Feb 25, 2009

3 Woof Thursday

Three Word Thursday

My blog friend, Quilly at Pacific Paradise, started a fun challenge called 3 Word Thursday (or 3 Woof Thursday if yur a dog like I am). Anyway, Quilly gives 3 weird words to use in a story, so you gotta find out what they mean, then write woof 'em.



Definitions of the 3 woofs fur this week (from Dictionary.com):

op⋅pro⋅bri⋅ous[uh-proh-bree-uhs] –adjective

1 - conveying or expressing opprobrium, as language or a speaker: opprobrious invectives.
2 - outrageously disgraceful or shameful:
opprobrious conduct.

quon⋅dam [kwon-duhm, -dam] –adjective

former; onetime: his quondam partner.


ca·su·ist·ry (kāzh'ōō-ĭ-strē) n. pl. ca·su·ist·ries
  1. Specious or excessively subtle reasoning intended to rationalize or mislead.
  2. The determination of right and wrong in questions of conduct or conscience by analyzing cases that illustrate general ethical rules.

The woman returned from a few hours away from her home, in a good mood.
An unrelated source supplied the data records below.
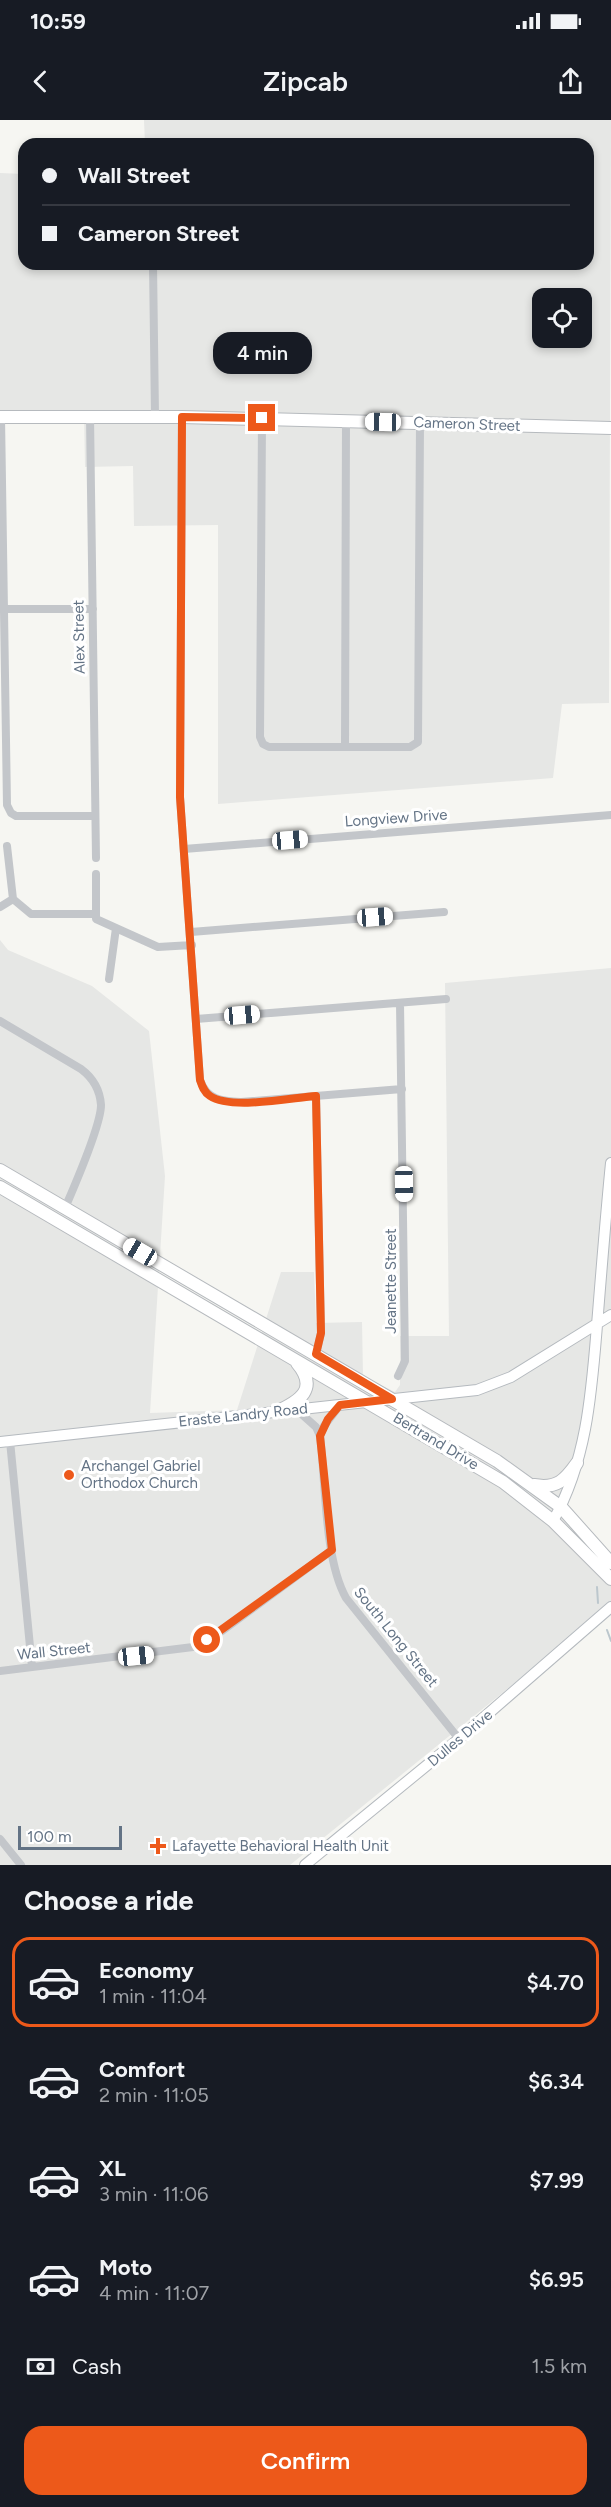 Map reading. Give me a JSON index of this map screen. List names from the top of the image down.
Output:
{
  "streets": {
    "main road": ["Cameron Street", "Bertrand Drive"],
    "street": [
      "Alex Street",
      "Longview Drive",
      "Jeanette Street",
      "Eraste Landry Road",
      "South Long Street",
      "Wall Street",
      "Dulles Drive"
    ]
  },
  "crossings": [
    ["Cameron Street", "Alex Street"],
    ["Eraste Landry Road", "Bertrand Drive"],
    ["South Long Street", "Wall Street"],
    ["South Long Street", "Dulles Drive"]
  ],
  "places": {
    "other": ["Archangel Gabriel Orthodox Church"],
    "health": ["Lafayette Behavioral Health Unit"]
  },
  "scale_bar": "100 m",
  "page": {
    "status": "10:59",
    "header": "Zipcab",
    "banner": ["Wall Street", "Cameron Street"],
    "bubble": "4 min",
    "scale": "100 m",
    "heading": "Choose a ride",
    "list": [
      {
        "name": "Economy",
        "note": "1 min · 11:04",
        "value": "$4.70"
      },
      {
        "name": "Comfort",
        "note": "2 min · 11:05",
        "value": "$6.34"
      },
      {
        "name": "XL",
        "note": "3 min · 11:06",
        "value": "$7.99"
      },
      {
        "name": "Moto",
        "note": "4 min · 11:07",
        "value": "$6.95"
      }
    ],
    "pay": ["Cash", "1.5 km"],
    "buttons": "Confirm"
  }
}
She slipped her key into the lock, turned it, opened the door taking the key out of the lock as she stepped through into her once clean kitchen. Though she usually takes her dog with her when she goes out, Ecila had left the dog home this evening, thinking it best for her furry friend, and she was looking forward to the greeting she knew she would receive. Or at least, she thought she would receive that glorious greeting, and was shocked with what she did find instead. Aber had been very upset about being left behind, being tricked into staying inside while her Mom 'Bean went away woofout her. In response to the pain of her broken heart at being left behind, Aber (a very beautiful and good dog), committed what could be called opprobrious conduct. This conduct would have been upsetting enough on the quondam flooring, but on the newly installed laminate flooring throughout the kitchen and even into the living room, this despicable mess was all that much more of a distressing situation.

Just then, Aber, having awoken and crawled out of her bed to walk all the way down the hall to greet her hooman Mom, walked into the kitchen and saw the devistated look on Ecila's face. She knew she was in trouble.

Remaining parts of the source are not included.